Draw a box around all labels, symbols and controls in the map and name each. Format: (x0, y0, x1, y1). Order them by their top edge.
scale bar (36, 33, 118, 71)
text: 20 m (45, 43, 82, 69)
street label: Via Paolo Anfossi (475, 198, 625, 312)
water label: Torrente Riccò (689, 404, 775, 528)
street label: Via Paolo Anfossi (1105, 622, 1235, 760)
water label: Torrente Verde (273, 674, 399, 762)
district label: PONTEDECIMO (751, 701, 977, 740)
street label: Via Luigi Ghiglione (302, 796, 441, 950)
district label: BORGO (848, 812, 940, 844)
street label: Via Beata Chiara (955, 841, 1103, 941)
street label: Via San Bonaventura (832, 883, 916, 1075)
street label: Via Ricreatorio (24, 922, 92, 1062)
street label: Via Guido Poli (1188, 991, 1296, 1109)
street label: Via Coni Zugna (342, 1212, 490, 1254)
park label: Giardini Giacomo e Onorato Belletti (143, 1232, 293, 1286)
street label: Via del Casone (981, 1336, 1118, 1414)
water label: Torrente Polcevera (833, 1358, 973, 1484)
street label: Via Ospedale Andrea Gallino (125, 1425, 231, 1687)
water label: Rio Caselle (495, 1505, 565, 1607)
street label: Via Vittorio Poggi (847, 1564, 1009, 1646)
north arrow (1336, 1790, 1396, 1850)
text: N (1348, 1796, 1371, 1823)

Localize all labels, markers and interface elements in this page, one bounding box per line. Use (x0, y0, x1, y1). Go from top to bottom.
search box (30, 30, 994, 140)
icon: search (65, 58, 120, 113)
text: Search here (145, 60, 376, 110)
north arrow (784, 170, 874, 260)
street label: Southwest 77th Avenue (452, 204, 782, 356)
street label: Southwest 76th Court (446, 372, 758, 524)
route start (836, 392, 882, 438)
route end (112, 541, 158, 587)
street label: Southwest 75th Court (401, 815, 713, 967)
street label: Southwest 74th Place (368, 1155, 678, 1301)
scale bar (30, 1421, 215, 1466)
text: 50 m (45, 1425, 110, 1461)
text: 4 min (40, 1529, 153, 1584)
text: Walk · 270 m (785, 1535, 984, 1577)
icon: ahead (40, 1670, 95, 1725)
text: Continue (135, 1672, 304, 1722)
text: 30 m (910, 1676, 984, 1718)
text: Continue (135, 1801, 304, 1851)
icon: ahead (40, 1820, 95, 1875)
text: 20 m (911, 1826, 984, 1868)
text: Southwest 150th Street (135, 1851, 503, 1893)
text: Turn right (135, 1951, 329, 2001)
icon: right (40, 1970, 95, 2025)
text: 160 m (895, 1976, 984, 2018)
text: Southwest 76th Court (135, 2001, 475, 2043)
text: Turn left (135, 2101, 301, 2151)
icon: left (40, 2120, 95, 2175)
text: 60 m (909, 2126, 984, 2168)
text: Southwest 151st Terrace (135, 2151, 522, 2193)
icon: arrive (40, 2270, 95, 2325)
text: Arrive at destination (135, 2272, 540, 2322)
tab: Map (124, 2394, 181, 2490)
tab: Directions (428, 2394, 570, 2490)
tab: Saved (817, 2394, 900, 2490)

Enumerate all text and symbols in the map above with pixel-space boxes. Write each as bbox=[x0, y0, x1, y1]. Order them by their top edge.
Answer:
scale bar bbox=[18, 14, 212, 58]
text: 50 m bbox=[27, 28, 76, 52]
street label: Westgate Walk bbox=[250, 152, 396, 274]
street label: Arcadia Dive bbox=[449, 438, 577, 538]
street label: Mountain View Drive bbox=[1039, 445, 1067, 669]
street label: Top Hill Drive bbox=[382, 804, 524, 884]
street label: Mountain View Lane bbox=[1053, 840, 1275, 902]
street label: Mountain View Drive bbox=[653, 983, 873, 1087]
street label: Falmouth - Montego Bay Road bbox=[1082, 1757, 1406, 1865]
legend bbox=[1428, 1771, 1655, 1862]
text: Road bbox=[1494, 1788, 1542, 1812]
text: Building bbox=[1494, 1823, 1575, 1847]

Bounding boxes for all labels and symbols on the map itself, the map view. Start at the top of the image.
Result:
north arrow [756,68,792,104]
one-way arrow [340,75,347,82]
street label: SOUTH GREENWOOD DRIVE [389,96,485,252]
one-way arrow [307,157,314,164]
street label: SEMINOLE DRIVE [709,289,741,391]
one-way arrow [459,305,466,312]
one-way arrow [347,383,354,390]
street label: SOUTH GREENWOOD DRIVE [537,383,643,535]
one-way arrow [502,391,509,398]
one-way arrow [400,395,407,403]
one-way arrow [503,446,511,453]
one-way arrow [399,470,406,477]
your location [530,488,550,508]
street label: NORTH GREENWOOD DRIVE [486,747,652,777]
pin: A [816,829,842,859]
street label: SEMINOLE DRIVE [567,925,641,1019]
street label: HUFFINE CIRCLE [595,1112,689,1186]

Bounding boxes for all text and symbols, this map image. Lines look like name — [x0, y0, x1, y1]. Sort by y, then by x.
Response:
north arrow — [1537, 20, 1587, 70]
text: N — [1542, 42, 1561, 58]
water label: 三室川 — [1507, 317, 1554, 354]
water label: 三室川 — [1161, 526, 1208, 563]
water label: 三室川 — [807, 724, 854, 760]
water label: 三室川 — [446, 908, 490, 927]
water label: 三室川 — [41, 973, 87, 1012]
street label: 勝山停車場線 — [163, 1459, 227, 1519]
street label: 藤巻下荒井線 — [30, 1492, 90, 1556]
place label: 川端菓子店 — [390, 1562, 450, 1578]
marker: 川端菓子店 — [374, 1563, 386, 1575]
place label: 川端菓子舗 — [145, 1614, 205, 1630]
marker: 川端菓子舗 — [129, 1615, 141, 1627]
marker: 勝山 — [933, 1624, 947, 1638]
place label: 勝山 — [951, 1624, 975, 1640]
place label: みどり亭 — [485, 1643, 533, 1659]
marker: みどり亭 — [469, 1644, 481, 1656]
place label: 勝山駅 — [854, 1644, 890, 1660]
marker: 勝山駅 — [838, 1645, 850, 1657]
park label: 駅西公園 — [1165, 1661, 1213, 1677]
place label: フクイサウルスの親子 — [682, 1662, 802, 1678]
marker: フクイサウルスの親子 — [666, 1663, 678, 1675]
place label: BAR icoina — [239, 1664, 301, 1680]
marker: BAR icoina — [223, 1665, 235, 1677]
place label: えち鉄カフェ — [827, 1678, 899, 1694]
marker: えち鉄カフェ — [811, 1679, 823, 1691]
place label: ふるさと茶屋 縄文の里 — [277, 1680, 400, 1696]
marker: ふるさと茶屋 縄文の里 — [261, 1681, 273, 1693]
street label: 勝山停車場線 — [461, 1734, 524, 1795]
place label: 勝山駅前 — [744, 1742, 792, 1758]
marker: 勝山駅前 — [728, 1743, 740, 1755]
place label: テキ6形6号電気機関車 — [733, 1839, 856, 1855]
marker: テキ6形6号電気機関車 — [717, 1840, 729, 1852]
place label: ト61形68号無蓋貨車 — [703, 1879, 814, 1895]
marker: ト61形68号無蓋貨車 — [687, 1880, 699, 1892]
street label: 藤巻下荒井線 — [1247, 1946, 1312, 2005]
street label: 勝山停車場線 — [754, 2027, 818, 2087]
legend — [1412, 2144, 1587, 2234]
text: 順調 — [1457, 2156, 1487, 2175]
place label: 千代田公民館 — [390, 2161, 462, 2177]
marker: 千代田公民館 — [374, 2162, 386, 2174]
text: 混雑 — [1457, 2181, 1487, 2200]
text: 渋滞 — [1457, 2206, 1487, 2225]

[Work required]: From the entries above, show each line that includes the string "Court".

[Exercise output]:
street label: Southwest 76th Court (446, 372, 758, 524)
street label: Southwest 75th Court (401, 815, 713, 967)
text: Southwest 76th Court (135, 2001, 475, 2043)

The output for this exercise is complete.